8 min read

Reply Login Flow Experiment Results

On Wendesday February 6, we began an experiment in which 50% of visitors to the Reply marketing site were directed to a new signup flow that had been developed by the Core team. This was a test of non-inferiority, i.e. we were testing whether the new signup flow was inferior to the old signup flow.

The results of this experiment suggest that the new signup flow is not inferior and does not negatively impact the number of people that sign up for Reply and complete the onboarding flow. We will therefore move ahead and direct all Reply visitors to the new signup flow.

Measuring Imact on Signups

First let’s plot the number of new Reply users over time.

# set project id
project_id <- "buffer-data"

# sql query
sql_string <- "
  select 
    date(profile_created_at) as signup_date
    , count(distinct id) as reply_users
  from buda_reply_dbt.users
  group by 1
  order by 1 desc
  limit 60
"

# execute the query and store the result
reply_users <- query_exec(sql_string, project = project_id, use_legacy_sql = FALSE, max_pages = 10)

We can see that there is clearly some seasonality, i.e. the number of signups is dependent on the day of the week. Because we don’t quite know which experiment group each user was in (more on that below), we can run a causal impact analysis to estimate the effect that the new signup flow had.

Essentially, we take the number of daily signups before the experiment started and forecast it into the future. Then we compare the forecast with the actual observed values. The difference between the counterfactual (what signups would have been without the experiment) and the observed number of signups is our estimated effect size.
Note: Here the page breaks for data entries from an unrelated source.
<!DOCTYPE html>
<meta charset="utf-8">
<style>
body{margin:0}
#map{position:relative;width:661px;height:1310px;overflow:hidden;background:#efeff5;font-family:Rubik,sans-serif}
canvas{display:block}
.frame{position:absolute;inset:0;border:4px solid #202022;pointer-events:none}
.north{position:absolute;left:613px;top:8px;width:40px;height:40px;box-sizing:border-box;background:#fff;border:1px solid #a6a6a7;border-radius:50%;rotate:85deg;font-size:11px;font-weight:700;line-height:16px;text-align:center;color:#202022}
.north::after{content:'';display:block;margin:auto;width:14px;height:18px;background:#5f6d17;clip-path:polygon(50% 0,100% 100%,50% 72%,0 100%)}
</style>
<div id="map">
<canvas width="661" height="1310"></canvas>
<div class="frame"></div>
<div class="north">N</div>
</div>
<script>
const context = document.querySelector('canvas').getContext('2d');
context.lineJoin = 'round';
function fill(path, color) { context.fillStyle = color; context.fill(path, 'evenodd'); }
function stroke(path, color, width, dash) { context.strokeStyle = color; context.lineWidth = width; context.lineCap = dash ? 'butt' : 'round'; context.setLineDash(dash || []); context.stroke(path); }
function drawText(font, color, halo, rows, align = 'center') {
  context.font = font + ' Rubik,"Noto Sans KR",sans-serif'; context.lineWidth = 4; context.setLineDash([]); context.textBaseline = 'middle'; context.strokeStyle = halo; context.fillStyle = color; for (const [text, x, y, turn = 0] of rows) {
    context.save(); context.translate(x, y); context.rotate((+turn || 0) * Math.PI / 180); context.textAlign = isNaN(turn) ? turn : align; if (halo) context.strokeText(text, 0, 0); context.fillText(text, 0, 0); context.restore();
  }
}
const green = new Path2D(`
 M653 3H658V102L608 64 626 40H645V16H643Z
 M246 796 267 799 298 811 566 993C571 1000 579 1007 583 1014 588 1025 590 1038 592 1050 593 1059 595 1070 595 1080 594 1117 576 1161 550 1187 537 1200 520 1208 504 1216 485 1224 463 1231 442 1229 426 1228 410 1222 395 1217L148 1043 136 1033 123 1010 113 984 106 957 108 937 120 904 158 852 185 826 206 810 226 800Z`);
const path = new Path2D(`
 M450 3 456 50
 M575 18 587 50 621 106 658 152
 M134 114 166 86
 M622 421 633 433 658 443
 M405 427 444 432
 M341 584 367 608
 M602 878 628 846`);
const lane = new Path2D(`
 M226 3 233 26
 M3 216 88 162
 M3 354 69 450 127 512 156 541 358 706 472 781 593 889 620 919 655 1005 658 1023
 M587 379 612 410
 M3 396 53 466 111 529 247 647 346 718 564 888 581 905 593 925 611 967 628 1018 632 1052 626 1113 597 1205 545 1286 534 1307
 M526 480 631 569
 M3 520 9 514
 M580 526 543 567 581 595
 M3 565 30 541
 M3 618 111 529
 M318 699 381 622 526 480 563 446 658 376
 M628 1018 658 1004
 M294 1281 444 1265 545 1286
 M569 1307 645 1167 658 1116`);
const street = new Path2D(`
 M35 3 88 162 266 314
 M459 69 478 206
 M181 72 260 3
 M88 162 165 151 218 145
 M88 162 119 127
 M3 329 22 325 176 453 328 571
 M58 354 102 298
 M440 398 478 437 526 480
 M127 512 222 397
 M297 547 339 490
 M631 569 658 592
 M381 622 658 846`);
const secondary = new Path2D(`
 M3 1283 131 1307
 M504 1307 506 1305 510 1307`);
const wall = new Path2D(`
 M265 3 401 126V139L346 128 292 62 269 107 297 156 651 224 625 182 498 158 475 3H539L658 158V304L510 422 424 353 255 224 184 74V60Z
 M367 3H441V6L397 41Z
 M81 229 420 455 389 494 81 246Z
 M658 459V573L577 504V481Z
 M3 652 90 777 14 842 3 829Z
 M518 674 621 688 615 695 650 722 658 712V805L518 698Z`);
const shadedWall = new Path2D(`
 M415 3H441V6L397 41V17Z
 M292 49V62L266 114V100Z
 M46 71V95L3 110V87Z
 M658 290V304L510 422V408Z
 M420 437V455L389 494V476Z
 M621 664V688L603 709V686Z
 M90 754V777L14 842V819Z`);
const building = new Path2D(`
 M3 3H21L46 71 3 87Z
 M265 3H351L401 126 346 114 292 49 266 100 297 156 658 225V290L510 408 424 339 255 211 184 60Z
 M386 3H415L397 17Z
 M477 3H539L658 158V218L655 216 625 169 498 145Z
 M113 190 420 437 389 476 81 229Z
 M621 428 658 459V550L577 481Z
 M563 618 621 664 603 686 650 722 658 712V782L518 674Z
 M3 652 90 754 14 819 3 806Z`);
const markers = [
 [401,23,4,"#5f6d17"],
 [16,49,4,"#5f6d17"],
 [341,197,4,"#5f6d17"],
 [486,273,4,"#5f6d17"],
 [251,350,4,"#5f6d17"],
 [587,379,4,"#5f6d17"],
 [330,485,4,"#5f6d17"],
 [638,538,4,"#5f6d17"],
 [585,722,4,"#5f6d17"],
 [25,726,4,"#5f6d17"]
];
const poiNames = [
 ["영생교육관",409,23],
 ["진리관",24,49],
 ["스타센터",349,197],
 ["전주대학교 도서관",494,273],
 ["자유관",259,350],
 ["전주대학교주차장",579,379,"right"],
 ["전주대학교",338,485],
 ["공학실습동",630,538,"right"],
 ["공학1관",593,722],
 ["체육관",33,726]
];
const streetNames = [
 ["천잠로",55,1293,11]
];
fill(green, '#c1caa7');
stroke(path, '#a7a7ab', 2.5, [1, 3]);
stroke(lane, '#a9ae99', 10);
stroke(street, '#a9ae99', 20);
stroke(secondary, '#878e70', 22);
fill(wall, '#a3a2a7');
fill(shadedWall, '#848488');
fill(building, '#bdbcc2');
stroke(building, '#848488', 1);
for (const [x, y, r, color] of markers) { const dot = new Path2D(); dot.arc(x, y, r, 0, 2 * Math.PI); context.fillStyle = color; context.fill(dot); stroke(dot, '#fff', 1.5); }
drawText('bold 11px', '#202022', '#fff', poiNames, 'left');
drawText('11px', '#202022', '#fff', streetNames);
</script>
The “pre-intervention period”" includes dates from June 1, 2017 to the week of February 26, which is the week that we announced the price change and the offer to lock in the lower prices. We use the average MRR growth from the dates in the pre-intervention period to create our forecast of what MRR growth would have looked like without the pricing change. In this case, the simple average of is used.

To perform inference, we run the analysis using the CausalImpact command.

# run analysis
impact <- CausalImpact(reply_ts, pre.period, post.period, model.args = list(niter = 5000, nseasons = 7))

# plot impact
plot(impact) +
  labs(title = "Impact on Reply Signups", subtitle = "There is no evidence of a negative impact on signups") +
  buffer_theme()

The pre-intervention period includes all data to the left of the first vertical dotted line, and the post-intervention period includes all data to the right of the second vertical dotted line.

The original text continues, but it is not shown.